Using the interactive graph in Figure 5.4, it appears that case 31 and case 86 have data entry errors for the diameter of the ankle. The ankle diameters for case 31 and 86 of 33.9 \(\mathtt{cm}\) and 33.7 \(\mathtt{cm}\) are most likely typos that should be 23.9 \(\mathtt{cm}\) and 23.7 \(\mathtt{cm}\). If one modifies the R code above by replacing y = ankle_cm with y = forearm_cm, case 159 appears to be a data entry error for the diameter of the forearm. The reported diameter for the forearm of case 159 is 34.9 \(\mathtt{cm}\) which most likely should be 24.9 \(\mathtt{cm}\) since the individuals reported bicep diameter is only 27 \(\mathtt{cm}\).

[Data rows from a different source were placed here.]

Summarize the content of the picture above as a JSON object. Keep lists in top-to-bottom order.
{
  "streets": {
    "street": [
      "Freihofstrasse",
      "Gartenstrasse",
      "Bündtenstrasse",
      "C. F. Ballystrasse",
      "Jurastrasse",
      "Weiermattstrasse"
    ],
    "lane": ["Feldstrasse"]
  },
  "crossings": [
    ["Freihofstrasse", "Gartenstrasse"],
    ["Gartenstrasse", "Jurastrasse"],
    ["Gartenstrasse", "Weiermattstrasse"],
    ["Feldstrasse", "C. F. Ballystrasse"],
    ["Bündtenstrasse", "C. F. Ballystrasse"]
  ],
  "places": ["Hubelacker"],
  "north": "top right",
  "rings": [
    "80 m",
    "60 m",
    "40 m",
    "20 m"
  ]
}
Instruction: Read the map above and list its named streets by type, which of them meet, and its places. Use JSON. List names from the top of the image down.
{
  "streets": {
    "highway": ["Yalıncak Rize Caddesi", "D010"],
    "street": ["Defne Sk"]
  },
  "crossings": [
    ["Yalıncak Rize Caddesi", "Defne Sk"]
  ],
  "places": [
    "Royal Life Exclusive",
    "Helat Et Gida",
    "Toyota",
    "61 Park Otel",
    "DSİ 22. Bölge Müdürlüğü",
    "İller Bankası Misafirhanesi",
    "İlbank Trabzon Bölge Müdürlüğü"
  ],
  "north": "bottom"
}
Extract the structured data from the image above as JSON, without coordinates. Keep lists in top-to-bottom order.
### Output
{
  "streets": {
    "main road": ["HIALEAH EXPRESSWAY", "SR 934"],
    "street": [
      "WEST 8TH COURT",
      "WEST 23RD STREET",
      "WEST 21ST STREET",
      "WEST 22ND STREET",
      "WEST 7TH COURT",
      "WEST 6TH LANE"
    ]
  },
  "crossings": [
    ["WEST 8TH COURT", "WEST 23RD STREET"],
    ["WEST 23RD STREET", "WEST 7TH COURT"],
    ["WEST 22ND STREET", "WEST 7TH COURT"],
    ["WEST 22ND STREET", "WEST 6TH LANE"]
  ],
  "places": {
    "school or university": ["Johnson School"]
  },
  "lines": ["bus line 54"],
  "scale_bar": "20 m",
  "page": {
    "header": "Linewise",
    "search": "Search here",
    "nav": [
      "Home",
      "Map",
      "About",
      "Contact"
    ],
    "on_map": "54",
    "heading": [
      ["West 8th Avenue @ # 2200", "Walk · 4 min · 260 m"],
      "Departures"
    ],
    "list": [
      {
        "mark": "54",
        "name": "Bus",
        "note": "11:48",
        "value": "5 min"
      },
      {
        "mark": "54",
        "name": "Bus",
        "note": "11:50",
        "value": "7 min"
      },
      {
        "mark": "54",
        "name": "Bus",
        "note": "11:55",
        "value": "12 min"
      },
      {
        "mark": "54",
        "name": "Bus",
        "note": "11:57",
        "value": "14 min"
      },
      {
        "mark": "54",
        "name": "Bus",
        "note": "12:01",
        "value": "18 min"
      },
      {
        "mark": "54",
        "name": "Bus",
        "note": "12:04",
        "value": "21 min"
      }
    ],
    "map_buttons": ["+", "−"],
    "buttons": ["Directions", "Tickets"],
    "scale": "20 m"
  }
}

p <- ggplot(data = bodyfat, 
            aes(y = ankle_cm, x = weight_lbs, color = case)) + 
  geom_point() +
  theme_bw()
ggplotly(p)

Figure 5.4: Scatterplot of ankle_cm versus weight_lbs

# Fixing likely typos / data entry errors
bodyfat$ankle_cm[31] <- 23.9
bodyfat$ankle_cm[86] <- 23.7
bodyfat$forearm_cm[159] <- 24.9

The R code below removes the variables case, brozek, siri, density, bmi, fat_free_weight, siri_C, and fat_free_weight_B from bodyfat and creates the additional variables age_sq and am. Using the function write.csv(), the tibble bodyfatClean is written to the current working directory as a CSV file.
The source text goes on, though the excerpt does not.